Als die beiden Mädchen vierzehn gewesen waren, besuchten sie dasselbe Mädchenpensionat und entdeckten bald schon die tiefe Zuneigung und Verbundenheit zueinander. Während die anderen höheren Töchter Taschentücher bestickten oder sich um einen wohlklingenden Sopran bemühten, ritten Emmi und »Winnie« hosentragend alle Pferde des Stalls müde oder ersannen Theaterstücke, die oftmals an der Grenze des guten Geschmacks einer Dame endeten. Alvine übernahm stets die Rolle eines männlichen Helden. Ihre vollen Locken wurden unter Musketierhüten versteckt oder gar festgeflochten und von ihrem Hemd verdeckt. Da sie von jeher sehr schlank und für ihr Alter groß gewesen war, wirkte es auch auf niemanden befremdlich.

Nur als sie mit fast 17 Jahren aus den Sommerferien zurückkehrte und ihr elfengleiche Rundungen gewachsen waren, da sollte es damit vorbei sein. Emmi war schon immer die burschikosere dieses Zweiergespanns gewesen. Obgleich ihre milchweiße Haut zart wie Seide war, ihr glattes Haar glänzte und ihr Körper viel früher als der der anderen weiblich anmutete, so wirkten ihre ruckartigen Bewegungen, die Art wie sie ging und saß und vor allem ihre raue Stimme erschreckend maskulin. Zudem war sie ein Hitzkopf, da nahmen sie und Alvine sich nichts.
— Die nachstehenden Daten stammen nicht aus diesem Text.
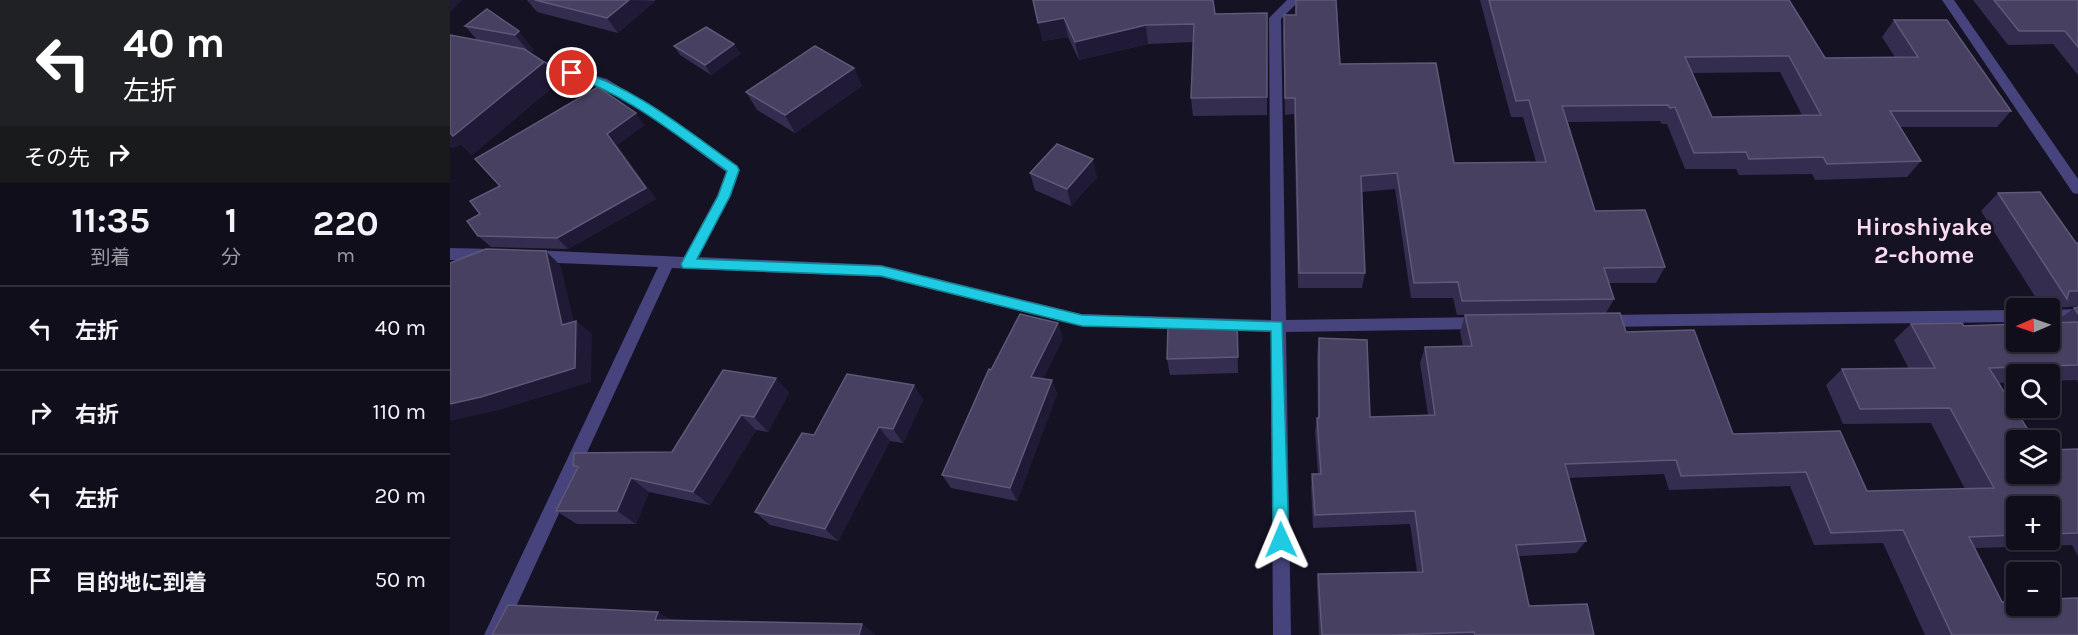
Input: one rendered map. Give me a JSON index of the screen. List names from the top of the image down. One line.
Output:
{"districts":["Hiroshiyake 2-chome"],"north":"left","page":{"turn":["40 m","左折"],"then":"その先","eta":["11:35","到着","1","分","220","m"],"list":[{"name":"左折","value":"40 m"},{"name":"右折","value":"110 m"},{"name":"左折","value":"20 m"},{"name":"目的地に到着","value":"50 m"}],"map_buttons":["+","−"]}}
»Was hat Frau Lange gesagt?«, fragte Emmi im Hinblick auf Alvines jüngste Begegnung.

»Mehr oder minder ist sie traurig. Das kann ich ihr wohl kaum verübeln.«

»Und … hast du dich erklärt?«

»Das war mir nicht möglich. Ich möchte nicht, dass sie sich gezwungen sieht, mich zu einer Nachprüfung vorladen zu lassen.«

Emmi sah sie scharf an. »Winnie! Du bist die klügste Frau, die ich kenne. Weshalb in Gottes Namen willst du denn nicht studieren?«

Alvine biss sich auf die Unterlippe. Sie hatte es als Wink der höheren Macht verstanden, dass ihr Vater genau dann krank geworden war, als sie sich für das Studium hätte vorbereiten sollen. Und so, was außerhalb der Familie keine*r wusste, hatte sie die Geschäfte geleitet.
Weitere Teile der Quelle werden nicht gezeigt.